Janamejaya (जनमेजय):—King Janamejaya was born into the Pūru dynasty. Pūru was one of the sons of Yayāti (one of the six sons of Nahuṣa) and Śarmiṣṭhā (daughter of Vṛṣaparvā). Janamejaya had a son whom he named Pracinvān. (see Bhāgavata Purāṇa 9.18.33, 9.20.2)

Source: Google Books: Cultural History from the Vāyu Purāna

Janamejaya: About the rājarṣi Janamejaya, son of Purañjaya, we have no information from the Vedic literature. The Brahma and Matya Purāṇas and the Harivaṃśa too mention him as a rājarṣi. Pargiter has apparently missed his political history.

Source: archive.org: Puranic Encyclopedia

1) Janamejaya (जनमेजय).—A famous King of the Solar dynasty Genealogy.

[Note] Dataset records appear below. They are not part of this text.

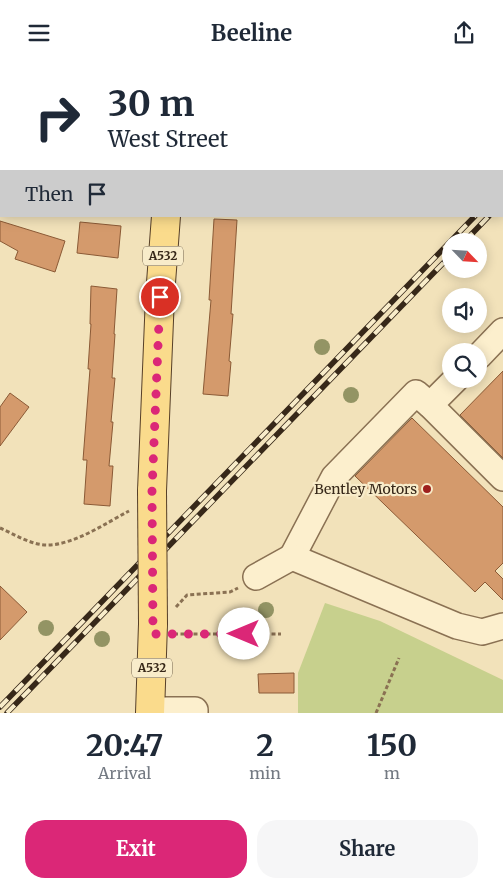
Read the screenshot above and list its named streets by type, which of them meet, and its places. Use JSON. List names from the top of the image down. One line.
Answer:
{"streets":{"main road":["A532"]},"places":["Bentley Motors"],"north":"bottom right","page":{"header":"Beeline","turn":["30 m","West Street"],"then":"Then","eta":["20:47","Arrival","2","min","150","m"],"buttons":["Exit","Share"]}}
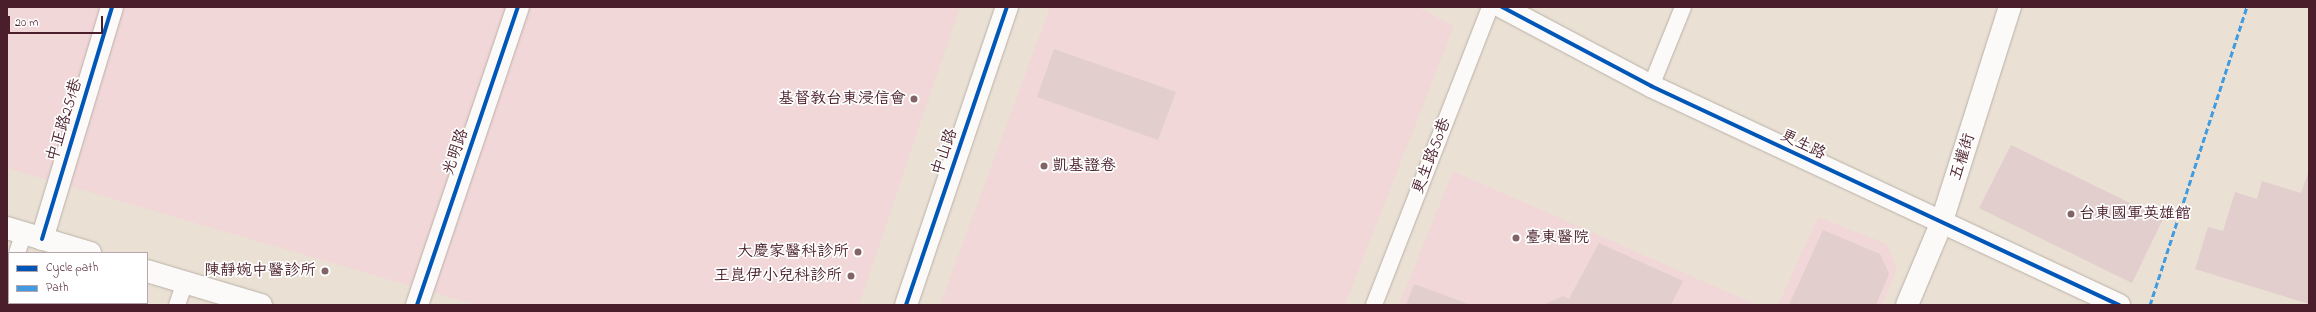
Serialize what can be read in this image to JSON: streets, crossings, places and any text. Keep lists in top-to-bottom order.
{
  "streets": {
    "street": [
      "中正路251巷",
      "更生路",
      "光明路",
      "中山路",
      "五權街"
    ],
    "lane": ["更生路50巷"]
  },
  "crossings": [
    ["更生路", "五權街"]
  ],
  "places": [
    "基督教台東浸信會",
    "凱基證卷",
    "台東國軍英雄館",
    "臺東醫院",
    "大慶家醫科診所",
    "陳靜婉中醫診所",
    "王崑伊小兒科診所"
  ],
  "legend": ["Cycle path", "Path"],
  "scale_bar": "20 m"
}
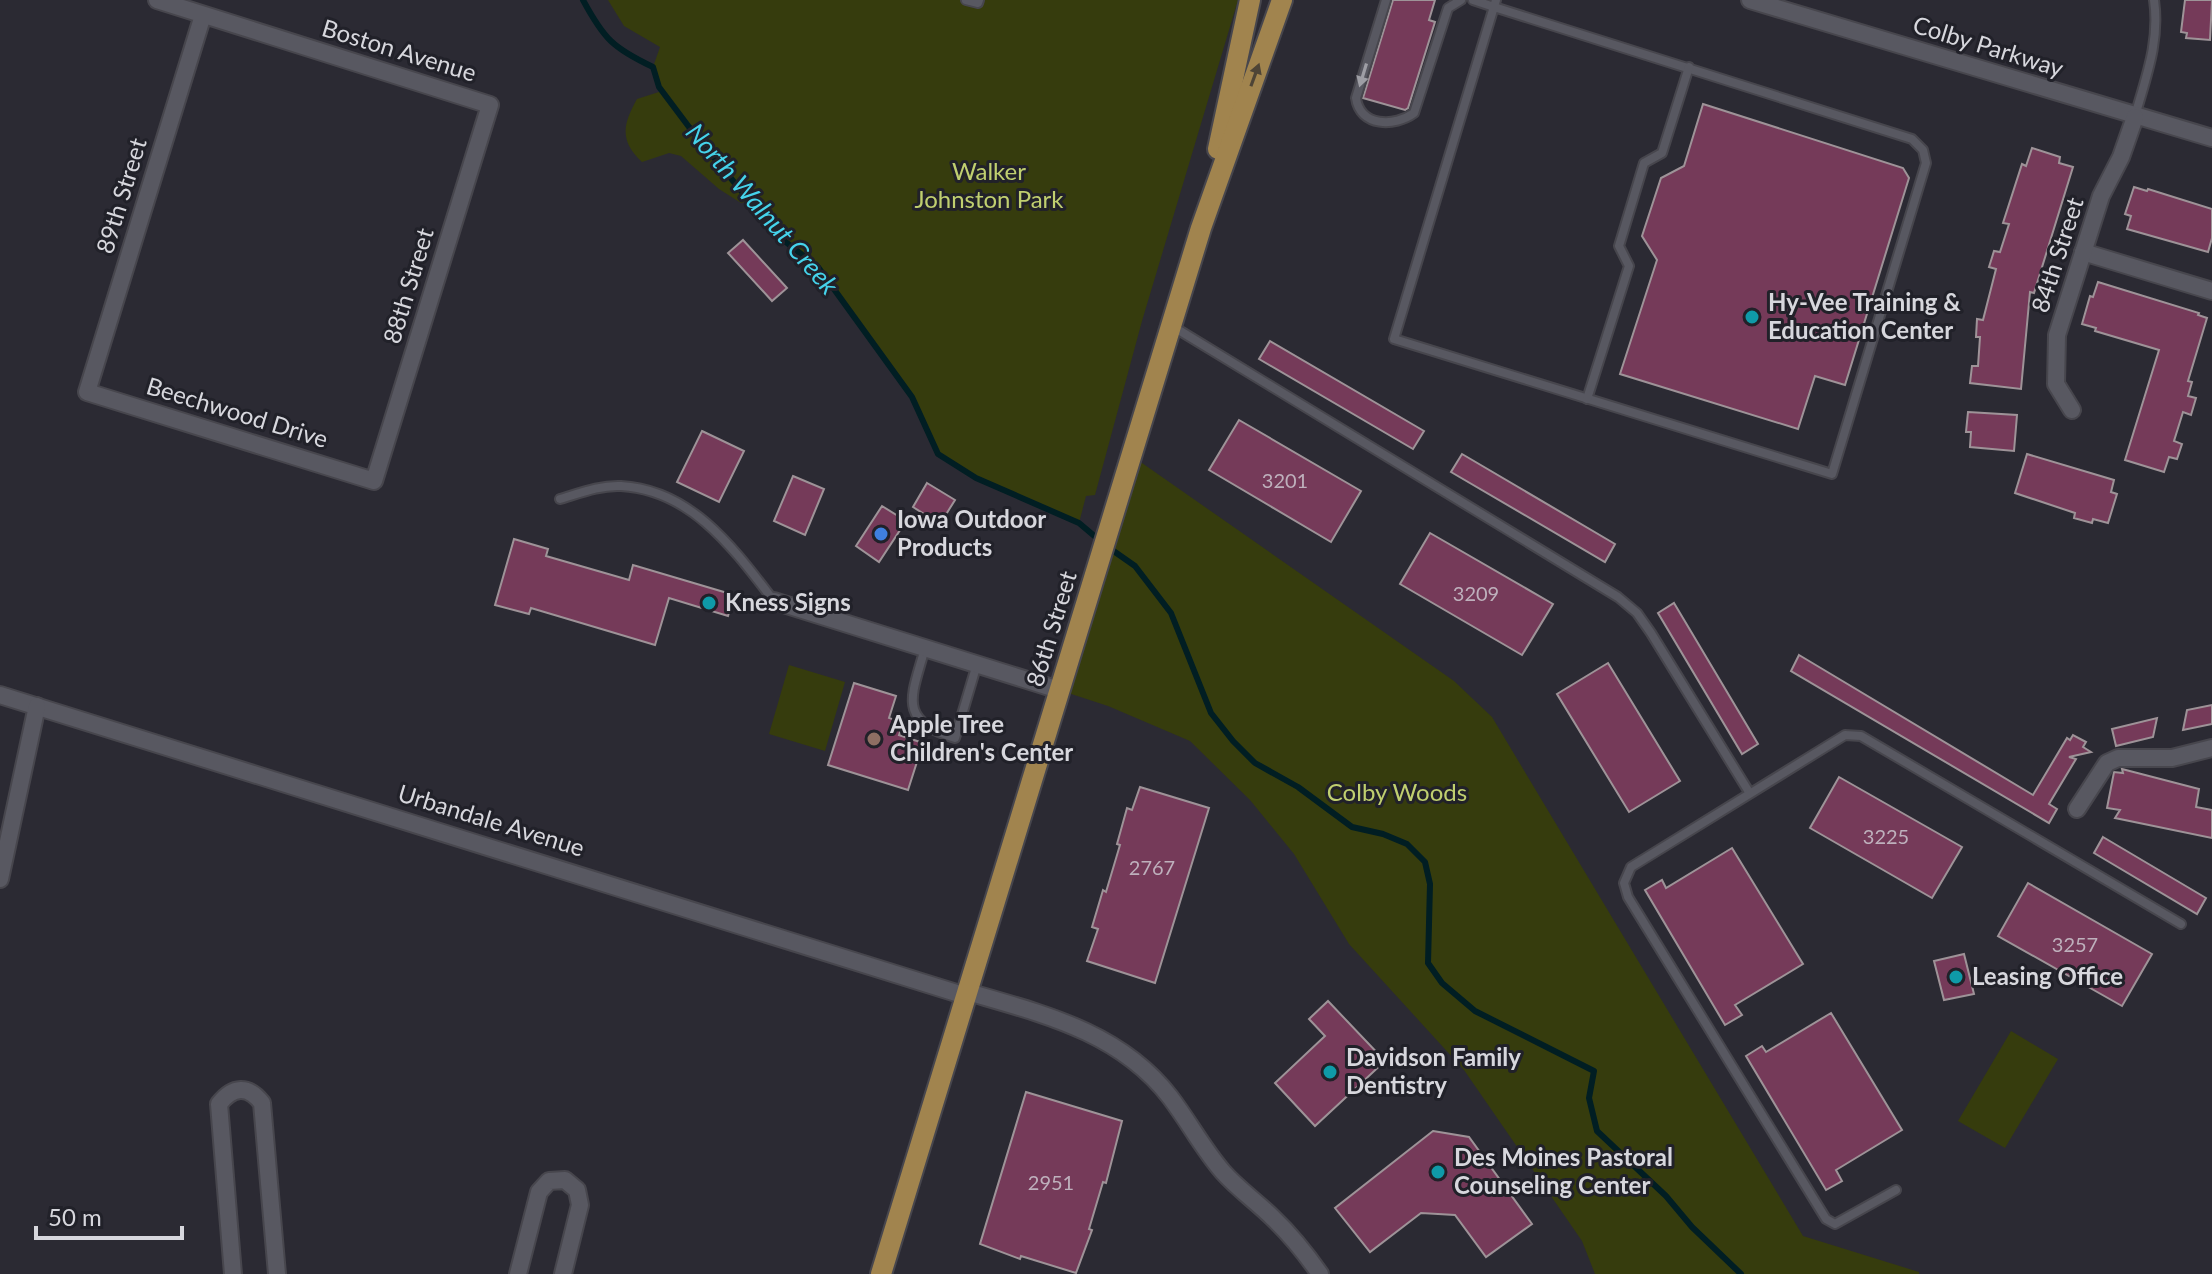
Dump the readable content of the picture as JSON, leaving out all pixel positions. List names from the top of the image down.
{
  "streets": {
    "main road": ["86th Street"],
    "street": [
      "Colby Parkway",
      "Boston Avenue",
      "89th Street",
      "84th Street",
      "88th Street",
      "Beechwood Drive",
      "Urbandale Avenue"
    ]
  },
  "crossings": [
    ["Colby Parkway", "84th Street"],
    ["Boston Avenue", "89th Street"],
    ["Boston Avenue", "88th Street"],
    ["89th Street", "Beechwood Drive"],
    ["88th Street", "Beechwood Drive"],
    ["86th Street", "Urbandale Avenue"]
  ],
  "water": ["North Walnut Creek"],
  "parks": ["Walker Johnston Park", "Colby Woods"],
  "places": [
    "Hy-Vee Training & Education Center",
    "Iowa Outdoor Products",
    "Kness Signs",
    "Apple Tree Children's Center",
    "Leasing Office",
    "Davidson Family Dentistry",
    "Des Moines Pastoral Counseling Center"
  ],
  "house_numbers": [
    "3201",
    "3209",
    "3225",
    "2767",
    "3257",
    "2951"
  ],
  "scale_bar": "50 m"
}
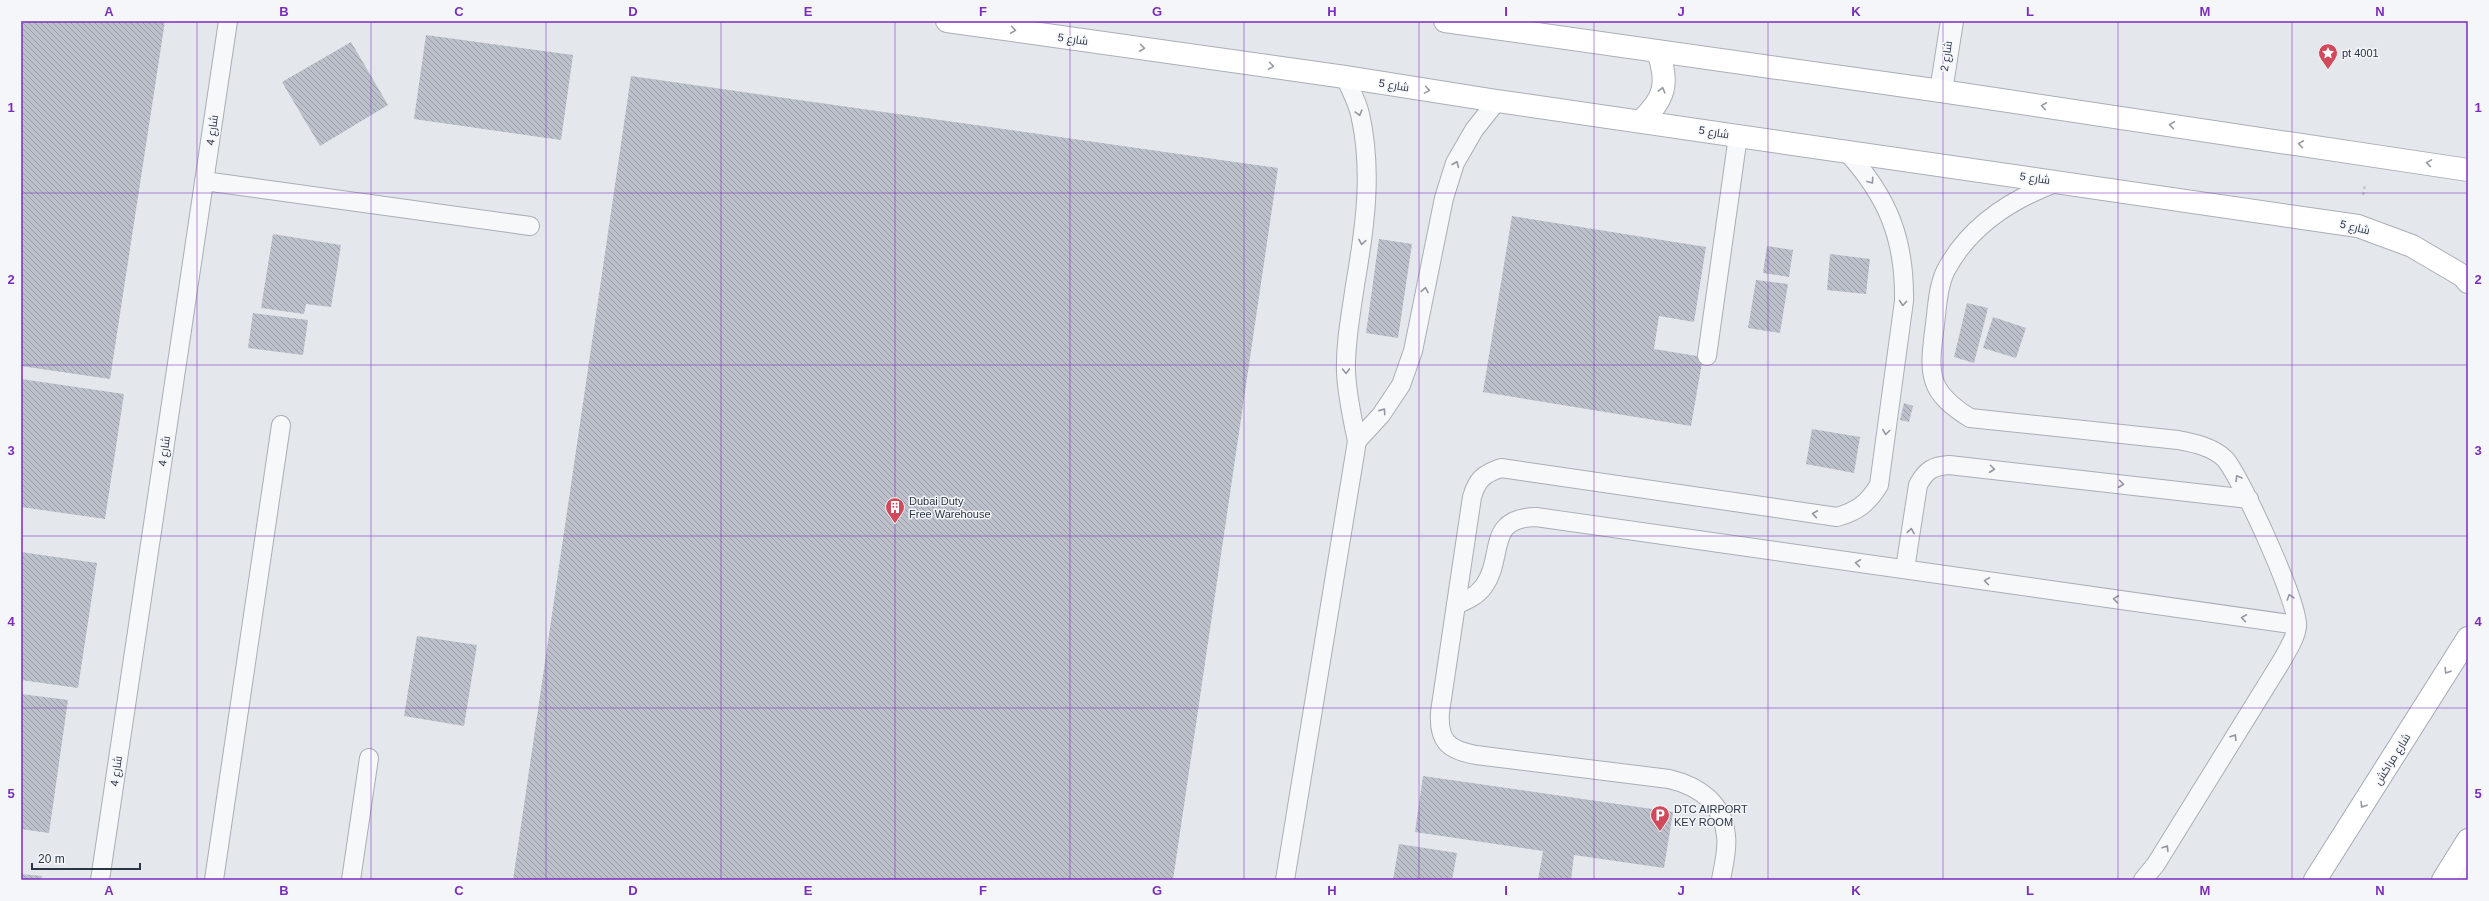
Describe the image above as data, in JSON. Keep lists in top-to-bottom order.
{
  "streets": {
    "street": ["شارع 5", "شارع 2", "شارع مراكش"],
    "lane": ["شارع 4"]
  },
  "one_way": ["شارع 5", "شارع مراكش"],
  "places": {
    "place": ["pt 4001"],
    "building": ["Dubai Duty Free Warehouse"],
    "parking": ["DTC AIRPORT KEY ROOM"]
  },
  "scale_bar": "20 m",
  "grid": {
    "columns": [
      "A",
      "B",
      "C",
      "D",
      "E",
      "F",
      "G",
      "H",
      "I",
      "J",
      "K",
      "L",
      "M",
      "N"
    ],
    "rows": [
      "1",
      "2",
      "3",
      "4",
      "5"
    ]
  }
}
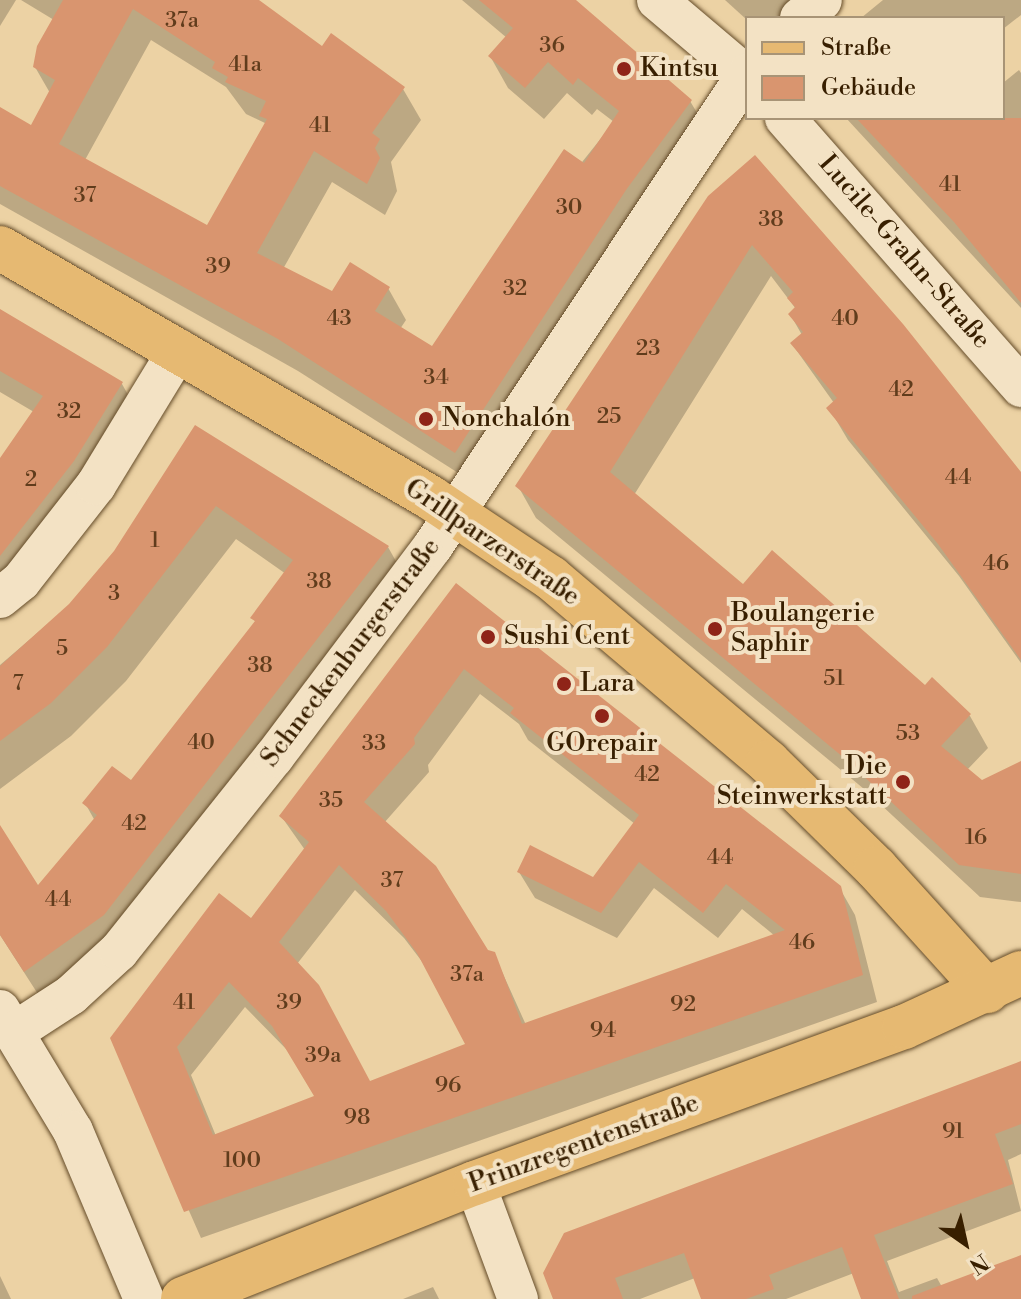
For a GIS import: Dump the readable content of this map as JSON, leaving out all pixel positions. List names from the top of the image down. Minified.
{"streets":{"main road":["Grillparzerstraße","Prinzregentenstraße"],"street":["Lucile-Grahn-Straße","Schneckenburgerstraße"]},"crossings":[["Grillparzerstraße","Schneckenburgerstraße"],["Grillparzerstraße","Prinzregentenstraße"]],"places":["Kintsu","Nonchalón","Boulangerie Saphir","Sushi Cent","Lara","GOrepair","Die Steinwerkstatt"],"house_numbers":["37a","36","41a","41","41","37","30","38","39","32","43","40","23","34","42","32","25","44","2","1","46","38","3","5","38","51","7","53","40","33","42","35","42","16","44","37","44","46","37a","41","39","92","94","39a","96","98","91","100"],"legend":["Straße","Gebäude"],"north":"bottom right"}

Descended from Viṣṇu thus:—Brahmā-Atri-Candra-Budha-Purūravas-Āyus-Nahuṣa-Yayāti-Pūru-Janamejaya-Prācinvān-Pravīra-Namasyu-Vītabhaya-Śuṇḍu-Bahuvidha-Saṃyāti-Rahovādī-Raudrāśva-Matināra-Santurodha-Duṣyanta-Bharata-Suhotra-Suhotā-Gala-Garda-Suketu-Bṛhatkṣetra-Hasti-Ājamīḍha-Ṛṣa-Saṃvaraṇa-Kuru-Jahnu-Suratha-Vidūratha-Sārvabhauma-Jayatsena-Ravyaya-Bhāvuka-Cakroddhata-Devātithi-Ṛkṣa-Bhīma-Pratīca-Śantanu-Vyāsa-Pāṇḍu-Arjuna-Abhimanyu-Parīkṣit-Janamejaya. (See full article at Story of Janamejaya from the Puranic encyclopaedia by Vettam Mani)

2) Janamejaya (जनमेजय).—One Janamejaya, a prominent member of Yamarāja’s assembly is referred to in the Ādi and Sabhā Parvans of the Mahābhārata. This Janamejaya had once been defeated by Māndhātā. (Droṇa Parva, Chapter 62, Verse 10). He conquered the world within three days. (Śānti Parva, Chapter 234).

3) Janamejaya (जनमेजय).—A Kṣatriya King who was Krodhavaśa, the Asura, reborn. He was killed by Durmukha, the son of Dhṛtarāṣṭra. (Karṇa Parva, Chapter 6, Verse 19).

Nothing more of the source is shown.